Modeling question regarding incorporating prior into my likelihood

Hi all, I have a modeling question. My data likelihood follows a matrix normal distribution where the mean, row covariance, and column covariance have DxD dimension respectively. And I’m putting a unimodal mixture normal prior (it’s like a continuous smooth version of spike and slab prior) on each edge of my network (G) such that it captures spare G on the posterior. Given I’m trying to capture sparse G on my posterior, I am trying to use nutpie as I heard it’s fast, but the following code does not work. In actual setting the model input looks different, below is an example data.

  1. Am I incorporating the prior into likelihood properly such that my model follows P(G | R^, S^) = P(R^ | G, S^) x P(G | S^)

  2. As I’m giving some sparsity on the prior, is nutpie enough or shall I use something like normalizing flow?

import pymc as pm
import numpy as np
import aesara.tensor as at
import pandas as pd

# Load Data
G = pd.read_csv('G.csv', header=None).values
R_hat = pd.read_csv('R.csv', header=None).values

# Convert to NumPy arrays
D = G.shape[0]  # Dimensionality of G and R_hat
pi_0 = np.sum(np.abs(G) < 1e-5) / (D * D)  # Compute global sparsity
U = np.eye(D)  # Example row covariance matrix
V = np.eye(D)  # Example column covariance matrix
epsilon = 1e-5  # Numerical stability
sigma_0 = 0.1  # Variance for absent edges
sigma_k = np.linspace(0.01, 10, 100)  # Variance grid for mixture normal prior

with pm.Model() as pymc_model:
    # PRIOR: Define P(G | S^)
    z = pm.Bernoulli('z', p=pi_0, shape=(D, D))  # Sparsity prior

    # Absent edges: Normal(0, sigma_0)
    absent_edge = pm.Normal('absent_edge', mu=0, sigma=np.sqrt(sigma_0), shape=(D, D))

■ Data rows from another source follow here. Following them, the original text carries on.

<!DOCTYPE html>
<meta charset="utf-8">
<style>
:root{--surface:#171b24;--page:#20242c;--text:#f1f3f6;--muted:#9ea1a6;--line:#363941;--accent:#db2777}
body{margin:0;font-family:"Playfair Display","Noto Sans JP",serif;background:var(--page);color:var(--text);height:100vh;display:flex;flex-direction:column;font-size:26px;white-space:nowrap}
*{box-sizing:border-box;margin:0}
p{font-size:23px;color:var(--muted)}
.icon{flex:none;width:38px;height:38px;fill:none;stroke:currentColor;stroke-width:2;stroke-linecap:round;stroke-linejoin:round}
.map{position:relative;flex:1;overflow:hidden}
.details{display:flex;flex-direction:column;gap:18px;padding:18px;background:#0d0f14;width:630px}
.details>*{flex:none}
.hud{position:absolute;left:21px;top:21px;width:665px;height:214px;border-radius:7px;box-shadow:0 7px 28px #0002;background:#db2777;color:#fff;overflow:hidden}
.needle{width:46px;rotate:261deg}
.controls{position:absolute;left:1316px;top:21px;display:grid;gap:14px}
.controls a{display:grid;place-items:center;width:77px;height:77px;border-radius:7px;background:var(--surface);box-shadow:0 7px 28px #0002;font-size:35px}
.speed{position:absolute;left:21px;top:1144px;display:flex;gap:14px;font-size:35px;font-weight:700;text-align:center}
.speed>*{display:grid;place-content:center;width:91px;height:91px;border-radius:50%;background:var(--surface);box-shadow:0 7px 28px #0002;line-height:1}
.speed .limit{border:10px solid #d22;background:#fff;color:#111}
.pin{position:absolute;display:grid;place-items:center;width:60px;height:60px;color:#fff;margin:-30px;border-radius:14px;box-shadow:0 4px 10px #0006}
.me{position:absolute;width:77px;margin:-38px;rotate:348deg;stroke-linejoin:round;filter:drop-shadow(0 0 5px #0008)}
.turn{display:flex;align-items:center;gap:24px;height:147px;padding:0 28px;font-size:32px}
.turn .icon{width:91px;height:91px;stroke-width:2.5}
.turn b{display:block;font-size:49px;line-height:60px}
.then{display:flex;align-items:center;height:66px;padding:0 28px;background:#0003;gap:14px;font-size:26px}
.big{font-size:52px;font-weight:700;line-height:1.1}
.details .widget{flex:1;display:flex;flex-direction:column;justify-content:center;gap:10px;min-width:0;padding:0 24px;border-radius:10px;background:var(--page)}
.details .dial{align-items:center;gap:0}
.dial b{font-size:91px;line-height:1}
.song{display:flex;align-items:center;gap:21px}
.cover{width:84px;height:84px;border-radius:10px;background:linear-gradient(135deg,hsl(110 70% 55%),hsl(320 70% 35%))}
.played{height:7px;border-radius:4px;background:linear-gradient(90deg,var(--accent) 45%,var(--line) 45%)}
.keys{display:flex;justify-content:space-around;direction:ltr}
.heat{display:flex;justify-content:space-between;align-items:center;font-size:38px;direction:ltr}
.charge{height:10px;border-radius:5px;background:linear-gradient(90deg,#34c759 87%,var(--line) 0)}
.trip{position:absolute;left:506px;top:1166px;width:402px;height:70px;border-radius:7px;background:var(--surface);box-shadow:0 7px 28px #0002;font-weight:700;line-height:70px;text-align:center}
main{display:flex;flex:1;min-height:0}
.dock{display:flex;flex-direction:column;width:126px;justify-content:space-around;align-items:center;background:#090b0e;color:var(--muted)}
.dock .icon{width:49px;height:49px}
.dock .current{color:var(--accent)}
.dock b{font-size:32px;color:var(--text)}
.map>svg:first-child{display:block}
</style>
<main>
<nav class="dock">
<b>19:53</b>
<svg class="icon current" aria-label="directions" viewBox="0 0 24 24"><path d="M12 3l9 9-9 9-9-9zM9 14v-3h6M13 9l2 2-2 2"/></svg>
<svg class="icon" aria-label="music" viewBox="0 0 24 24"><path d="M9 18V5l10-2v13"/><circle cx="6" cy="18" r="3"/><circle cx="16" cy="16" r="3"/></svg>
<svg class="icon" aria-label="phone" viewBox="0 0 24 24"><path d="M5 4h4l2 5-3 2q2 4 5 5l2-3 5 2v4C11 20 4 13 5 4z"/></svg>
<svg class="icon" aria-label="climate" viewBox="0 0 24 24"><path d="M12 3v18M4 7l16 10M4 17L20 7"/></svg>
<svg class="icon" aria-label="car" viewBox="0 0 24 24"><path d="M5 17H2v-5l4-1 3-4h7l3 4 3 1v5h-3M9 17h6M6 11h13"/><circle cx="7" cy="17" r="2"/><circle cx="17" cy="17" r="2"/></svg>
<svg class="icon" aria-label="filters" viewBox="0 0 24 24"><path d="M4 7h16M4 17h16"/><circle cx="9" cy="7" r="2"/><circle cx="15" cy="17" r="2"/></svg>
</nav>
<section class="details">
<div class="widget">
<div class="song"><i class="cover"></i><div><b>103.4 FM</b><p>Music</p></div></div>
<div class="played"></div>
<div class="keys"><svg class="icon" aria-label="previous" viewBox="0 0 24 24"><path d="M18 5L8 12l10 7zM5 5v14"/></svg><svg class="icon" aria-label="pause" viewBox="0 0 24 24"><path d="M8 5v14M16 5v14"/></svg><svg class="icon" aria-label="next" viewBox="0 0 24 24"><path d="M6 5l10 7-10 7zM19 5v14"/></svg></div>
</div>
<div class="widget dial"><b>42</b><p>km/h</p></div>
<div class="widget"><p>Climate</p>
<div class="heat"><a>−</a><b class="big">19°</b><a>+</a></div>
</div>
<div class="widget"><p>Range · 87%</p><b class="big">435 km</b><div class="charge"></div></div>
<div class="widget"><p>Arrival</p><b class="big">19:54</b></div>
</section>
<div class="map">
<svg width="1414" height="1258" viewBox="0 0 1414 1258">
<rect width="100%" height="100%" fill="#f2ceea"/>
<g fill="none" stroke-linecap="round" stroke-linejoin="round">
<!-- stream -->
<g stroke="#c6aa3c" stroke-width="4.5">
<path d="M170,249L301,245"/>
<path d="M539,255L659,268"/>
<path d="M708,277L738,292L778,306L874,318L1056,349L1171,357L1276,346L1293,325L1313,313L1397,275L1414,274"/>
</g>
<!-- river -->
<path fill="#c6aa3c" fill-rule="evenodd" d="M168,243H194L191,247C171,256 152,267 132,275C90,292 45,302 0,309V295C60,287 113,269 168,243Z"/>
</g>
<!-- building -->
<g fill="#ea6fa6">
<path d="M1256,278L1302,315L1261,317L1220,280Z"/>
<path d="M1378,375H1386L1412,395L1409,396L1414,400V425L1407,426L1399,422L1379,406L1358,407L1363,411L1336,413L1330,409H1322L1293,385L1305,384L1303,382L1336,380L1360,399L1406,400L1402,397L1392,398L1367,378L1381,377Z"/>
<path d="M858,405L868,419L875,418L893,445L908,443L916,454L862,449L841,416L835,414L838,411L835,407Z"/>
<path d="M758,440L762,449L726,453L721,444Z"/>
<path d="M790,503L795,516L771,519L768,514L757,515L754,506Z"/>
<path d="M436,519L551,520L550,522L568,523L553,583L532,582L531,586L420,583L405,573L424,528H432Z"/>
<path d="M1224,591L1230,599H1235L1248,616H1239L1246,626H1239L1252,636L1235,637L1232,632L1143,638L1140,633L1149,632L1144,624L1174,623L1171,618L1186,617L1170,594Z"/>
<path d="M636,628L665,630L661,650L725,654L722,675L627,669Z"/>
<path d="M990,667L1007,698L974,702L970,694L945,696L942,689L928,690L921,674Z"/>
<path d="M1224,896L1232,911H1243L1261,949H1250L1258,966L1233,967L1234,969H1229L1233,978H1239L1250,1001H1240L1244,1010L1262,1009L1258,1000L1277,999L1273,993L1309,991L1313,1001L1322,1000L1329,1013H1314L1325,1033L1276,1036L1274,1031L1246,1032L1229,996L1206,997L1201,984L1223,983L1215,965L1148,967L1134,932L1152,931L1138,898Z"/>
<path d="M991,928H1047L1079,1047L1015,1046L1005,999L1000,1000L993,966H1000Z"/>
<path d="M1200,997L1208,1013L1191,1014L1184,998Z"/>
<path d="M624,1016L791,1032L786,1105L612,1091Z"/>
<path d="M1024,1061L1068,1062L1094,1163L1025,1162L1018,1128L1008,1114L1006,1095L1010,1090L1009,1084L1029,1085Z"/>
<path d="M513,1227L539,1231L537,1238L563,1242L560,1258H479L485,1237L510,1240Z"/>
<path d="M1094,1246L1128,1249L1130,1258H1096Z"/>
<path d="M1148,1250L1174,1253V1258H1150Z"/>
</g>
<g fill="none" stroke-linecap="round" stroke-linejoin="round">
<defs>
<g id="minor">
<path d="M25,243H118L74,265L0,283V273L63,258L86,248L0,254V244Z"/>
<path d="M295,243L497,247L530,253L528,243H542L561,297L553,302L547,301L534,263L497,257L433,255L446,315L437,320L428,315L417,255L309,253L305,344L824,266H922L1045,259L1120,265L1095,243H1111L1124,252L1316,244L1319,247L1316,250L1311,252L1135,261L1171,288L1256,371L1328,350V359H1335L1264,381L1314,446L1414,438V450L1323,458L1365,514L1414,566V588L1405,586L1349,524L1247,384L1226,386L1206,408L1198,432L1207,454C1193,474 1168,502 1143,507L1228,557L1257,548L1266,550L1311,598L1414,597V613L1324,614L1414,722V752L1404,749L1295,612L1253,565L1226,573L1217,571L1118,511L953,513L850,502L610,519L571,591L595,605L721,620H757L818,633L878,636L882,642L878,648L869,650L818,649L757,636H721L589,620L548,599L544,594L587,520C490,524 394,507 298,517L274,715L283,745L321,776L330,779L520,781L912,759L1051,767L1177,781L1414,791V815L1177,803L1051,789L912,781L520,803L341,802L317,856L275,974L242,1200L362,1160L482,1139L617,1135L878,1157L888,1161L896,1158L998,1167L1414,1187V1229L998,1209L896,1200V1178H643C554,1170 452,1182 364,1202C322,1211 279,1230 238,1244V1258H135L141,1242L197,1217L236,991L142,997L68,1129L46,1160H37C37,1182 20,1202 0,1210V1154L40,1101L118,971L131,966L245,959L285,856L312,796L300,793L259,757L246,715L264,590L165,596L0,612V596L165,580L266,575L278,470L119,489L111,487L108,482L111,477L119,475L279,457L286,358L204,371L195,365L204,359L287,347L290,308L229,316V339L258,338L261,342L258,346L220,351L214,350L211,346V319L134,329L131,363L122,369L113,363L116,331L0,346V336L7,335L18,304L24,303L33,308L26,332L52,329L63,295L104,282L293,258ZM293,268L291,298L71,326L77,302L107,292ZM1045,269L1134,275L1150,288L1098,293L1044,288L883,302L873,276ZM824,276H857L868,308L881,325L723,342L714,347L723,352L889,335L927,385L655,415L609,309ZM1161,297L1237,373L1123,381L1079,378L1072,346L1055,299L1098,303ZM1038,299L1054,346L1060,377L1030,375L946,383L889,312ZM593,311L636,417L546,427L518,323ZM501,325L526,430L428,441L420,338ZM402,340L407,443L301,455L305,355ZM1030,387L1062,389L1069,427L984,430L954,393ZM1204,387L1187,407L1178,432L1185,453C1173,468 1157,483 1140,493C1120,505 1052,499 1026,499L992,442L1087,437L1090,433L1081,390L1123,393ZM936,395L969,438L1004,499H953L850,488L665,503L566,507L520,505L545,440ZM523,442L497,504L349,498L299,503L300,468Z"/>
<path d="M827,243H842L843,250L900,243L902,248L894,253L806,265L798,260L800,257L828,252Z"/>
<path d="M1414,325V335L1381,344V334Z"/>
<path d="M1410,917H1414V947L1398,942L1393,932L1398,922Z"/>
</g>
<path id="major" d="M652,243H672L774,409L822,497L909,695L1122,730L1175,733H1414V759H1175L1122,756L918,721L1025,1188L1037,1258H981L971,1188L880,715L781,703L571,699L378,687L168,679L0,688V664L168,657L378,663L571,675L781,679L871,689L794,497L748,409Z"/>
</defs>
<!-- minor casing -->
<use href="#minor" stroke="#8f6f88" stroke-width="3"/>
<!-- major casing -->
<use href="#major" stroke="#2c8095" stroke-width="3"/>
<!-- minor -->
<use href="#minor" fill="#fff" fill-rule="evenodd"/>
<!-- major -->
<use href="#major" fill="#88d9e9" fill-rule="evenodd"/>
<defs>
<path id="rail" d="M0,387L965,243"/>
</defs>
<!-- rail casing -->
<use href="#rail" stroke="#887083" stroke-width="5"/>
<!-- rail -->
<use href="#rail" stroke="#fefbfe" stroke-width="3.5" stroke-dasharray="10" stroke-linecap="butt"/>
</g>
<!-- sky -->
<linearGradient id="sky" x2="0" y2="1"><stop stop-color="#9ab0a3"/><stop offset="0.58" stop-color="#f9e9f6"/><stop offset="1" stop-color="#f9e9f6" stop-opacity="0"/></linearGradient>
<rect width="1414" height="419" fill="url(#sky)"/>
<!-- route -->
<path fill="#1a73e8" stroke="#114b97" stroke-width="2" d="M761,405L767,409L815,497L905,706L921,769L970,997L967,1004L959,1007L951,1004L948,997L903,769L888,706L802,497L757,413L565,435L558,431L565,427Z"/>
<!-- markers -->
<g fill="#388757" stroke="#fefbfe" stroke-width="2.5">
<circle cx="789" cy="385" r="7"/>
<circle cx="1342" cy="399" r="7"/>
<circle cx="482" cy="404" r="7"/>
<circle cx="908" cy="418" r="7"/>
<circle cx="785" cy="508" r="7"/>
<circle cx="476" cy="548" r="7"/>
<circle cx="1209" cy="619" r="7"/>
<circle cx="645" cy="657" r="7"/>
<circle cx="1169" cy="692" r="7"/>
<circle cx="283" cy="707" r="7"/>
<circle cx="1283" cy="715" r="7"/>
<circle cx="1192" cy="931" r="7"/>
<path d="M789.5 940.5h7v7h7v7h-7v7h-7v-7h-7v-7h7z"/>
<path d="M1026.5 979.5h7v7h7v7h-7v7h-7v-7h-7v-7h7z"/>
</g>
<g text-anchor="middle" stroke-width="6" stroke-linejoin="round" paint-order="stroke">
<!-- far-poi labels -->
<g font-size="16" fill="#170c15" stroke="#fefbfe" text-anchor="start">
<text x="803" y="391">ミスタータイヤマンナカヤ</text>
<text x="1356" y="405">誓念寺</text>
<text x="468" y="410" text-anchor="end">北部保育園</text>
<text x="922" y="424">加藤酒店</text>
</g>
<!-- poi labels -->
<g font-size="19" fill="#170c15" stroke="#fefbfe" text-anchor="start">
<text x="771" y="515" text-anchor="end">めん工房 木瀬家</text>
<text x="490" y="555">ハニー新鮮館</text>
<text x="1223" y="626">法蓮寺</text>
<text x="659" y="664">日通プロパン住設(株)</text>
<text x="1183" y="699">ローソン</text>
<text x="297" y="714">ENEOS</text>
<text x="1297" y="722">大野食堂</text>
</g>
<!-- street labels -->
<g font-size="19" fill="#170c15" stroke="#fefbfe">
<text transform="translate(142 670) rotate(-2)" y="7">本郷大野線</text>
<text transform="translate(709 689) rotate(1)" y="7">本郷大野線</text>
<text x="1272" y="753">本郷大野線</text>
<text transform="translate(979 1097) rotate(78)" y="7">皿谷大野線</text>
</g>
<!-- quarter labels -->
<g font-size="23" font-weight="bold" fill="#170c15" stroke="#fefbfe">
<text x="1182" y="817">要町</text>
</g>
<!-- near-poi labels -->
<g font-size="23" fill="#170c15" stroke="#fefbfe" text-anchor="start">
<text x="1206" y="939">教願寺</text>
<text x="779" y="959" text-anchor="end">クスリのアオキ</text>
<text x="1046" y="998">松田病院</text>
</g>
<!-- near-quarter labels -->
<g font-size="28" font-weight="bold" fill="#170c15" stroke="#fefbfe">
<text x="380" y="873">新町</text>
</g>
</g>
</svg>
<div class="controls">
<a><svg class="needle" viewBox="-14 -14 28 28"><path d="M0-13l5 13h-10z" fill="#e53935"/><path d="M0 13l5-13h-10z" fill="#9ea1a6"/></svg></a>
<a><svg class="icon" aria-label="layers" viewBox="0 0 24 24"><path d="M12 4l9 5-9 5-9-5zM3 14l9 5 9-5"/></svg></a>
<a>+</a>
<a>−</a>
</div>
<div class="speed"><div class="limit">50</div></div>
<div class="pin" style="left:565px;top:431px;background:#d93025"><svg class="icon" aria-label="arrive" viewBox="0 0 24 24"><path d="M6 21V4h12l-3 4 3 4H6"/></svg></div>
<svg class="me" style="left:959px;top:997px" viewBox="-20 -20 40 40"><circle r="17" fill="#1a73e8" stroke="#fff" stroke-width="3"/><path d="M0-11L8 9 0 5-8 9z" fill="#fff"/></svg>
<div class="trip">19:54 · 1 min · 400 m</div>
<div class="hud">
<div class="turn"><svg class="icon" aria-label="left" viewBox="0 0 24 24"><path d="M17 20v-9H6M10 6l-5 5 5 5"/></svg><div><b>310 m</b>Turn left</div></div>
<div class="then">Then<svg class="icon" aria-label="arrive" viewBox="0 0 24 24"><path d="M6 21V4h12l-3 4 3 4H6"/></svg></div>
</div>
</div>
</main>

    # Present edges: Mixture of Normals
    K = len(sigma_k)
    pi_k = np.ones(K) / K  # Uniform weights over sigma_k
    component_distributions = [
        pm.Normal.dist(mu=0, sigma=np.sqrt(sigma)) for sigma in sigma_k
    ]
    present_edge = pm.Mixture(
        'present_edge',
        w=pi_k,
        comp_dists=component_distributions,
        shape=(D, D),
    )

    # Combine absent and present edges based on sparsity indicator
    G_edge = pm.Deterministic('G_edge', z * absent_edge + (1 - z) * present_edge)

    # LIKELIHOOD: Define P(R_hat | G, S^)
    L_U = np.linalg.cholesky(U + epsilon * np.eye(D))
    L_V = np.linalg.cholesky(V + epsilon * np.eye(D))
    pm.MatrixNormal(
        'R_hat_obs',
        mu=R_hat,  # Observed R_hat used as the mean
        rowcov=L_U @ L_U.T,
        colcov=L_V @ L_V.T,
        observed=R_hat,
    )

# Sampling
with pymc_model:
    trace = pm.sample(
        draws=1000,
        chains=4,
        target_accept=0.9,
        return_inferencedata=True,
    )